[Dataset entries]

________

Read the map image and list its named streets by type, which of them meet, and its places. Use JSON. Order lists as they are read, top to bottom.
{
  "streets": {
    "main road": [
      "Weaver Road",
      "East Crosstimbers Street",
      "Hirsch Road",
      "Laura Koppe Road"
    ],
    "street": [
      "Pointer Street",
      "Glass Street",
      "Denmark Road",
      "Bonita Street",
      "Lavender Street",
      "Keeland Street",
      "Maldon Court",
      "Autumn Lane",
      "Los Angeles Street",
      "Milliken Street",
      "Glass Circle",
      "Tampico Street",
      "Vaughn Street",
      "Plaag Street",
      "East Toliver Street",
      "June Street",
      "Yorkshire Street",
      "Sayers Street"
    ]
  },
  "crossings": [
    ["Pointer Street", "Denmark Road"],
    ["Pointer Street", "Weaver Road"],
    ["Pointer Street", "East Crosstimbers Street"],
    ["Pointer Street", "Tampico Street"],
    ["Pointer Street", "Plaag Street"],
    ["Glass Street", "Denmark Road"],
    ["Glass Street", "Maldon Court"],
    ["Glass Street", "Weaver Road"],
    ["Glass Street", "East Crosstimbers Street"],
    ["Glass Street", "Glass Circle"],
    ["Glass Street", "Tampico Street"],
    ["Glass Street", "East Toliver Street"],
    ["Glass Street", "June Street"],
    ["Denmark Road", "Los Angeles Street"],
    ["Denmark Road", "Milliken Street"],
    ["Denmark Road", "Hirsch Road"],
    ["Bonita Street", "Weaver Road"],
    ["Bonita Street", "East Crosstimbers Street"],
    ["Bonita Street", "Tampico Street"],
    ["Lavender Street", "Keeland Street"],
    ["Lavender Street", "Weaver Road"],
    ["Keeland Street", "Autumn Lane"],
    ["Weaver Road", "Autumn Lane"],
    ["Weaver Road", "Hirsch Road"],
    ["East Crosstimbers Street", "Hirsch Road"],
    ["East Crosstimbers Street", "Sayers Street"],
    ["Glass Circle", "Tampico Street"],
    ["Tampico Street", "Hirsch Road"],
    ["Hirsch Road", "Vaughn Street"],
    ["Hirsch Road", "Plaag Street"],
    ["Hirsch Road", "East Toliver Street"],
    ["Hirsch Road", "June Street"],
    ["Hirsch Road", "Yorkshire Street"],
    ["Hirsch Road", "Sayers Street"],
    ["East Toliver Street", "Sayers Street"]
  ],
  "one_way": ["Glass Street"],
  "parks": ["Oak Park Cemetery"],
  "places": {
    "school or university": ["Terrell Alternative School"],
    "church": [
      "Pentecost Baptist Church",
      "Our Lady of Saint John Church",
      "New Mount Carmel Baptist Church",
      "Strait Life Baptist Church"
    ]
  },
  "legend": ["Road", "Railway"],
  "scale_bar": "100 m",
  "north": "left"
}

________

## Task directions
Without changing a word, print all of the entries above.

## Result for this task
Read the map image and list its named streets by type, which of them meet, and its places. Use JSON. Order lists as they are read, top to bottom.
{
  "streets": {
    "main road": [
      "Weaver Road",
      "East Crosstimbers Street",
      "Hirsch Road",
      "Laura Koppe Road"
    ],
    "street": [
      "Pointer Street",
      "Glass Street",
      "Denmark Road",
      "Bonita Street",
      "Lavender Street",
      "Keeland Street",
      "Maldon Court",
      "Autumn Lane",
      "Los Angeles Street",
      "Milliken Street",
      "Glass Circle",
      "Tampico Street",
      "Vaughn Street",
      "Plaag Street",
      "East Toliver Street",
      "June Street",
      "Yorkshire Street",
      "Sayers Street"
    ]
  },
  "crossings": [
    ["Pointer Street", "Denmark Road"],
    ["Pointer Street", "Weaver Road"],
    ["Pointer Street", "East Crosstimbers Street"],
    ["Pointer Street", "Tampico Street"],
    ["Pointer Street", "Plaag Street"],
    ["Glass Street", "Denmark Road"],
    ["Glass Street", "Maldon Court"],
    ["Glass Street", "Weaver Road"],
    ["Glass Street", "East Crosstimbers Street"],
    ["Glass Street", "Glass Circle"],
    ["Glass Street", "Tampico Street"],
    ["Glass Street", "East Toliver Street"],
    ["Glass Street", "June Street"],
    ["Denmark Road", "Los Angeles Street"],
    ["Denmark Road", "Milliken Street"],
    ["Denmark Road", "Hirsch Road"],
    ["Bonita Street", "Weaver Road"],
    ["Bonita Street", "East Crosstimbers Street"],
    ["Bonita Street", "Tampico Street"],
    ["Lavender Street", "Keeland Street"],
    ["Lavender Street", "Weaver Road"],
    ["Keeland Street", "Autumn Lane"],
    ["Weaver Road", "Autumn Lane"],
    ["Weaver Road", "Hirsch Road"],
    ["East Crosstimbers Street", "Hirsch Road"],
    ["East Crosstimbers Street", "Sayers Street"],
    ["Glass Circle", "Tampico Street"],
    ["Tampico Street", "Hirsch Road"],
    ["Hirsch Road", "Vaughn Street"],
    ["Hirsch Road", "Plaag Street"],
    ["Hirsch Road", "East Toliver Street"],
    ["Hirsch Road", "June Street"],
    ["Hirsch Road", "Yorkshire Street"],
    ["Hirsch Road", "Sayers Street"],
    ["East Toliver Street", "Sayers Street"]
  ],
  "one_way": ["Glass Street"],
  "parks": ["Oak Park Cemetery"],
  "places": {
    "school or university": ["Terrell Alternative School"],
    "church": [
      "Pentecost Baptist Church",
      "Our Lady of Saint John Church",
      "New Mount Carmel Baptist Church",
      "Strait Life Baptist Church"
    ]
  },
  "legend": ["Road", "Railway"],
  "scale_bar": "100 m",
  "north": "left"
}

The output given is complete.